Z czasem uświadomiłem sobie, że Łapicki nie tyle „grał” rolę, ile ją czytał – w pełnym, szlachetnym znaczeniu tego słowa. W jego aktorstwie i reżyserii kryła się filologiczna czujność, szacunek wobec tekstu, niemal akademicka odpowiedzialność za każde wypowiadane zdanie. Miałem wrażenie, że nie pozwalał sobie – ani innym – na skrót, uproszczenie czy fałsz.
W teatrze był obecny nie tylko jako aktor. Był reżyserem, który świadomie usuwał się w cień. Mawiał: „Dobry reżyser to taki, którego w przedstawieniu nie widać.” W świecie, który przez dekady przyzwyczaił nas do postrzegania reżyserów jako demiurgów, była to niemal deklaracja ideowa. Jego teatr nie szukał „nowego języka”, lecz czystości formy. Nie efektów, lecz sensu.
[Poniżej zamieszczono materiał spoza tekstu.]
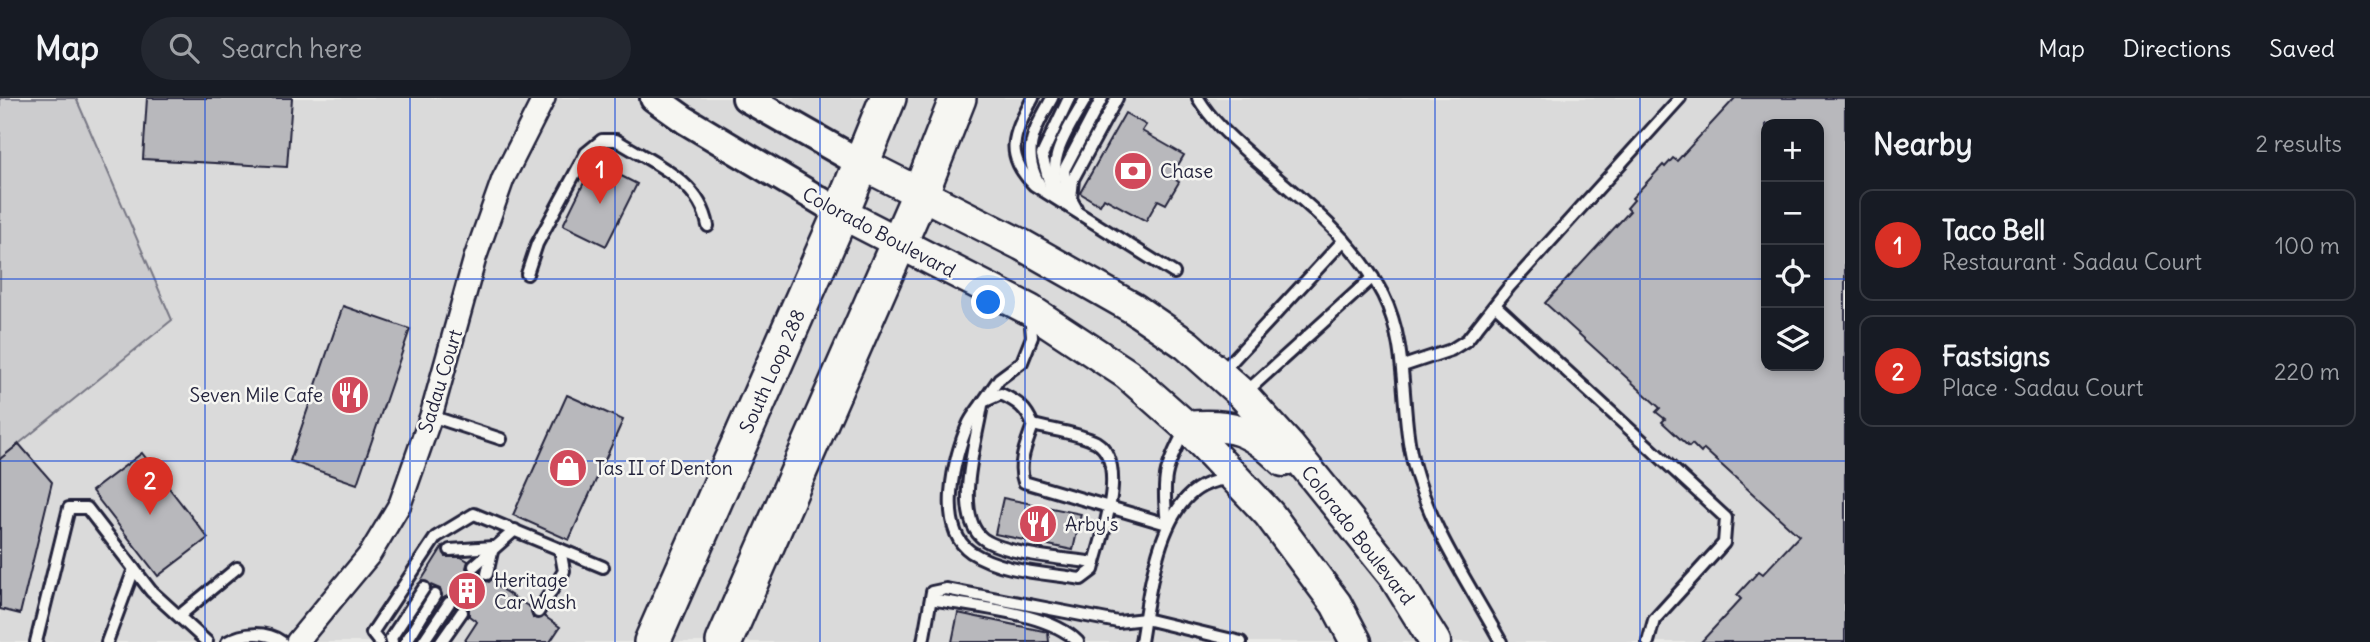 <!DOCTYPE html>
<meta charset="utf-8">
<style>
:root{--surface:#171b24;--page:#242831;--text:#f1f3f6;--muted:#9ea1a6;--line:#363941;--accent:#d93025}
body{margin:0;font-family:Delius,sans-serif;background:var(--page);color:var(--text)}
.controls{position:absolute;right:21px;top:21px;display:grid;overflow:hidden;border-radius:14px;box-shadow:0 4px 10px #0003}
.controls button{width:63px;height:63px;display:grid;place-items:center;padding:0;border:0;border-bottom:2px solid var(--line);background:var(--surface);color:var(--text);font:35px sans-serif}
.you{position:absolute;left:989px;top:205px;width:24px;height:24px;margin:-18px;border:5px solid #fff;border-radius:50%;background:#1a73e8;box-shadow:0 0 0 10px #1a73e833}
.badge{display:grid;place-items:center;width:46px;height:46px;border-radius:50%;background:var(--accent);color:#fff;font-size:23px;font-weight:700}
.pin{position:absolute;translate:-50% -58px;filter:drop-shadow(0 2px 4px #0008)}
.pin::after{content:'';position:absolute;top:37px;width:24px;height:21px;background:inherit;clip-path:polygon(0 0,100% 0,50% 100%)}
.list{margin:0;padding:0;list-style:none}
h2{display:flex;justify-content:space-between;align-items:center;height:91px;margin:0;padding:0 28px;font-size:30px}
h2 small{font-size:23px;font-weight:400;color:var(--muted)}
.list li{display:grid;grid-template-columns:46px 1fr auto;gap:21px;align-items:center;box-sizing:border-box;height:112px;margin:0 14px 14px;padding:0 14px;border:2px solid var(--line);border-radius:14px}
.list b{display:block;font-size:26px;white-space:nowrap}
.list p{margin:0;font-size:23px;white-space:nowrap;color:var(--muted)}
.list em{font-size:23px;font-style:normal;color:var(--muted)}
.icon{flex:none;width:38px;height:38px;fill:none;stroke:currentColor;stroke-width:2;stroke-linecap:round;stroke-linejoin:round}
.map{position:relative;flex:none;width:1845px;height:544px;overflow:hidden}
header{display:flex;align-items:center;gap:42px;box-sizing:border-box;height:98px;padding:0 35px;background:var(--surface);border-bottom:2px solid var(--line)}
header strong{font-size:33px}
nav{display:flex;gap:38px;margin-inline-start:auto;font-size:24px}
.search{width:490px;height:63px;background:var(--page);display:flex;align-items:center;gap:18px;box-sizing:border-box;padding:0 24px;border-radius:38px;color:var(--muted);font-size:26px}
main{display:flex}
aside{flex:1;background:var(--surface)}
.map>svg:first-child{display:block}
</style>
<header>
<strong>Map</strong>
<div class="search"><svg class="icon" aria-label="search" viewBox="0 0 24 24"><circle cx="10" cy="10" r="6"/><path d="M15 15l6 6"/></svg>Search here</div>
<nav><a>Map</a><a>Directions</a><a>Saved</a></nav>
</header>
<main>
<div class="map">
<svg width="1845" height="544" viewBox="0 0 1845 544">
<rect width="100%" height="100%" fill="#e9e9e7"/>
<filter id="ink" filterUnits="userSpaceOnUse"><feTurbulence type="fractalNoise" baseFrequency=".0143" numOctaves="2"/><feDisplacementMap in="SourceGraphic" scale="14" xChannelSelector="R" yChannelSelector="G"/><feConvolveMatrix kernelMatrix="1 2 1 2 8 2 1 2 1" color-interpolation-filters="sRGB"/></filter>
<g filter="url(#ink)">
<path fill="#dadada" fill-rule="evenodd" d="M76,0H1845V544H0V361L172,221ZM1766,26H1819V268H1766Z"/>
<path fill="#ccccce" stroke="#777784" stroke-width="2" d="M0,0H76L172,222L0,361Z"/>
<g fill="#b8b8bc" stroke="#22223b" stroke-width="2" fill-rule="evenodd">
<path d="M147,0H292L287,69L143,61Z"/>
<path d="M1735,0H1845V544H1701L1741,501L1737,497L1759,473L1763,476L1799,438L1704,351L1701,355L1692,346L1689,349L1662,324L1665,321L1656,314L1660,310L1545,205L1630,113L1627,110L1634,102L1632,100L1663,67L1665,69L1673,60L1677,63ZM1766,26H1819V268H1766Z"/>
<path d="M1125,15L1146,27L1142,33L1184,57L1171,79L1179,84L1166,106L1158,102L1146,123L1104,100L1100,107L1080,95Z"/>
<path d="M594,64L637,86L606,148L563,127Z"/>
<path d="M343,208L410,231L357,386L290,363Z"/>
<path d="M567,297L623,322L569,442L513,417Z"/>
<path d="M19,346L52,384L20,516L0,511V361Z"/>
<path d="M142,355L208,440L158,478L92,393Z"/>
<path d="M1003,400L1081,416L1073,452L995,436Z"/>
<path d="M443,448L446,459H461L468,463L466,470L471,475L479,474L482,482L489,484L493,480L501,485L498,489L531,510L533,520L544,518L560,529L550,544H464L477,524L469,518V510L462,506L455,510L454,499L449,497L442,501L440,491L421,483Z"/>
<path d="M958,515L1048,534L1049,544H952Z"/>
</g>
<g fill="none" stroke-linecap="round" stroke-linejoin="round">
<defs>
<g id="service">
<path d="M1033,0C1015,35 1002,55 1034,87L1174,175"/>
<path d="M1198,0C1213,25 1235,43 1256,62C1302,102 1354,141 1383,197C1410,251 1399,312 1414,368C1431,432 1470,487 1501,544"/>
<path d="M1040,87C1020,53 1035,31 1052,0"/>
<path d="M1051,91L1042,57L1069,0"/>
<path d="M1067,99L1064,72L1102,0"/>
<path d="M1061,100C1043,62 1068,33 1086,0"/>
<path d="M1076,110L1071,101L1073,81L1117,0"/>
<path d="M527,176L537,146L586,55L602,42H616C652,65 700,82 708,128"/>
<path d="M1496,208L1726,420L1724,445L1654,522L1648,544"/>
<path d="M1030,216L1032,239L1022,264L999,281L983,304L1001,296C1018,304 1026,310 1033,327C1027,345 1017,366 1024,384L1167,426"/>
<path d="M1403,268L1451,252L1467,242L1509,189L1680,0"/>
<path d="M1220,276L1344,142"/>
<path d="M1245,295L1373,179"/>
<path d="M983,304C978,312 971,319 968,327C954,358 936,431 971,454C1002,474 1046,475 1081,481L1093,472C1101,440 1130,365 1096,344C1079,335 1052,332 1033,327"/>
<path d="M982,307C977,341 954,411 980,438C997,456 1069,461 1095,465"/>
<path d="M431,318L501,341"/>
<path d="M1167,426C1162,381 1164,372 1185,332"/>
<path d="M450,452L493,449"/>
<path d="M474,468L515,432"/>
<path d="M487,476L493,449"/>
<path d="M931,501C972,509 1050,514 1078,544"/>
<path d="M538,514L564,473L560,451"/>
<path d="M179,518L237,470"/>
<path d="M36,544L69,410H87L151,493L207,544"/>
<path d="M107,544L134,471"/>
<path d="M227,544C243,534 266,533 282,544"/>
<path d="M379,544L372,535L436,439L474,416L603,469"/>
<path d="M392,544L391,540L424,490"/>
<path d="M406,544L435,497"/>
<path d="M423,544L449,505"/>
<path d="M441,544L462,514"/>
<path d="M923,544L932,494L946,491L1118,524L1145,521L1241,544"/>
<path d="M1141,544C1149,496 1158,405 1207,386C1215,383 1220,381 1228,383"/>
</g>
<path id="minor" d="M297,544L370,456L400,406L431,318L475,160L503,81L544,0"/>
<g id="tertiary">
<path d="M654,0L685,22L841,115"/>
<path d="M746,0L862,66"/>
</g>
<g id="secondary">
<path d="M862,66L1022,147L1133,210L1187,247L1243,297L1289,348L1394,478L1435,544"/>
<path d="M841,115L1030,212L1127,276L1187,329L1269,416L1336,506L1356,544"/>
<path d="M1187,329C1232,325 1251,331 1283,363"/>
</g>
<g id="trunk">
<path d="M652,544L841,115L888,0"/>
<path d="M724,544L921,94L958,0"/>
</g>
</defs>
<use href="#service" stroke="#22223b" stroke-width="16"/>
<use href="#minor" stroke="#22223b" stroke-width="26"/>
<use href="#tertiary" stroke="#22223b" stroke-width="32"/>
<use href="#secondary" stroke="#22223b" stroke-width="35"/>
<use href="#trunk" stroke="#22223b" stroke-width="40"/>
<use href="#service" stroke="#f6f6f2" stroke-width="10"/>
<use href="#minor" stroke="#f6f6f2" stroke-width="21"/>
<use href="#tertiary" stroke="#f6f6f2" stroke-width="26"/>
<use href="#secondary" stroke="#f6f6f2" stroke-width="30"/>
<use href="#trunk" stroke="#f6f6f2" stroke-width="35"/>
</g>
</g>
<path fill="none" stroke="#1d4ed8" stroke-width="2" stroke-opacity="0.55" d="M205,0V544M410,0V544M615,0V544M820,0V544M1025,0V544M1230,0V544M1435,0V544M1640,0V544M0,181H1766M1819,181H1845M0,363H1845"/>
<defs>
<symbol id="bank-disc" viewBox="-11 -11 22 22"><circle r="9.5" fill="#d1495b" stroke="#f6f6f2"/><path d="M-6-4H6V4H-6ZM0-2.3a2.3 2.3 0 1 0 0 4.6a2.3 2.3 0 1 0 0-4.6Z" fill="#fff"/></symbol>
<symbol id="restaurant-disc" viewBox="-11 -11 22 22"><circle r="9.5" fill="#d1495b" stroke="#f6f6f2"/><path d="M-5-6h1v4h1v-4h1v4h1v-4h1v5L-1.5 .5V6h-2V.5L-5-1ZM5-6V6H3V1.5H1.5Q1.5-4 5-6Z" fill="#fff"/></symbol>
<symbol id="shop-disc" viewBox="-11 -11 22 22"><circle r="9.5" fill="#d1495b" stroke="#f6f6f2"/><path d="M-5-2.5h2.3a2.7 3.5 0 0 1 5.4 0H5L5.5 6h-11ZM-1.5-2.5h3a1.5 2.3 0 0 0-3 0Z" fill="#fff"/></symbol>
<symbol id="building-disc" viewBox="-11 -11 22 22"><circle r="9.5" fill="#d1495b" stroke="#f6f6f2"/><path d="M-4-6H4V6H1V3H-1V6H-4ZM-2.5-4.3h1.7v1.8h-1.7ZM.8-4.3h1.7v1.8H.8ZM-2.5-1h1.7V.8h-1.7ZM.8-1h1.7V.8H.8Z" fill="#fff"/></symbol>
</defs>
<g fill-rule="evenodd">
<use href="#bank-disc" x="1111" y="51" width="44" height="44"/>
<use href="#restaurant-disc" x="328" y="275" width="44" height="44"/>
<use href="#shop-disc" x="546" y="348" width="44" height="44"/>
<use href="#restaurant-disc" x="1016" y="404" width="44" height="44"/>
<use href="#building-disc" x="445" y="471" width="44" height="44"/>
</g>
<g text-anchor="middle" stroke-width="5" stroke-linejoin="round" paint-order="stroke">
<g font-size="19" fill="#22223b" stroke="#f6f6f2" text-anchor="start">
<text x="1160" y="80">Chase</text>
<text x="323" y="304" text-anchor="end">Seven Mile Cafe</text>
<text x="595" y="377">Tas II of Denton</text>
<text x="1065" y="433">Arby's</text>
<text x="494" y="489">Heritage<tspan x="494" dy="22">Car Wash</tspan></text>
</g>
<g font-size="19" fill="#22223b" stroke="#f6f6f2">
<text transform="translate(879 134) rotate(28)" y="7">Colorado Boulevard</text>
<text transform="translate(772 273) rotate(-66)" y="7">South Loop 288</text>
<text transform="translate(440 283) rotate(-73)" y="7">Sadau Court</text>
<text transform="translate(1358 437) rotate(52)" y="7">Colorado Boulevard</text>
</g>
</g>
</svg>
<div class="controls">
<button>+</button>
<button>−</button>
<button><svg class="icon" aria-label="locate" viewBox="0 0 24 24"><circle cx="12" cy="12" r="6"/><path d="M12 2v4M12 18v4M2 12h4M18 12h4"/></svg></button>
<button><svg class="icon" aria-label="layers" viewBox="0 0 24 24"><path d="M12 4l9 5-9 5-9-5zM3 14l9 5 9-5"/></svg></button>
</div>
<div class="you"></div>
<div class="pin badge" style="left:600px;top:106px">1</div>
<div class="pin badge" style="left:150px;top:417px">2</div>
</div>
<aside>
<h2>Nearby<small>2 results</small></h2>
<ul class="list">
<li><span class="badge">1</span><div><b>Taco Bell</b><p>Restaurant · Sadau Court</p></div><em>100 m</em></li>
<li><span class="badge">2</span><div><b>Fastsigns</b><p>Place · Sadau Court</p></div><em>220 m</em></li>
</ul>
</aside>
</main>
Pamiętam jeden szczególny moment – spektakl „Wilki w nocy” Rittnera w Teatrze Polskim. Być może to było moje pierwsze zetknięcie z Łapickim na żywo, poza ekranem. Grał tam Prokuratora – rolę pozornie drugoplanową, ale niepokojąco mocną. Miał w sobie zimno i racjonalność, ale nie był pozbawiony współczucia. Mówił tonem człowieka, który wie więcej, niż gotów jest powiedzieć. I właśnie to napięcie – między wiedzą a wypowiedzeniem – było jego znakiem rozpoznawczym. Był obecny nawet w milczeniu.
Jako reżyser wielokrotnie wracał do Fredry, Rittnera, Perzyńskiego – autorów, których inni zbyt często spychali na margines, uznając za „anegdotycznych”. On czytał ich serio. Z Fredry potrafił wydobyć nie tylko lekkość, ale i ironię, rytm, psychologiczną subtelność. W „Ślubach panieńskich”, „Pierwszej lepszej”, „Damach i huzarach” czy „Mężu i żonie”. Jego inscenizacje nie były próbą „odkurzenia klasyki”, lecz przywrócenia jej naturalnego tembru. Nie chciał jej modernizować – chciał, byśmy ją usłyszeli. I udawało się. Bo miał coś, co dziś w teatrze bywa rzadkością: słuch na język.
Był dla polskiej sceny kimś w rodzaju strażnika klasycznego stylu. Strażnika słowa. Nie klasycyzującego konserwatysty, lecz kogoś, kto rozumiał, że język ma swoje zasady, rytm i wagę. Kiedy inni grali emocjami, on grał frazą. Kiedy wielu szukało nowych tematów, on przypominał, że wszystko już zostało powiedziane – tylko trzeba to umieć powiedzieć na nowo.
Dla jednych był „amantem z lat pięćdziesiątych” – z nienaganną fryzurą, szarmanckim gestem, dystyngowaną dykcją. Dla mnie – był artystą refleksyjnym, świadomym, coraz bardziej skupionym nie na sobie, lecz na pytaniu, jak teatr może mówić prawdę.
Po jego śmierci zabrakło w polskim teatrze tej właśnie tonacji: eleganckiej, intelektualnej, zdystansowanej, ale głęboko wiernej literaturze. Brakuje jego głosu – tego spokojnego, wyważonego tonu, który przypominał, że teatr to nie tylko emocje, ale i myśl. Że aktor jest nie po to, by błyszczeć, ale po to, by tekst mógł mówić.
I Andrzej Łapicki – jako jeden z ostatnich – naprawdę to rozumiał.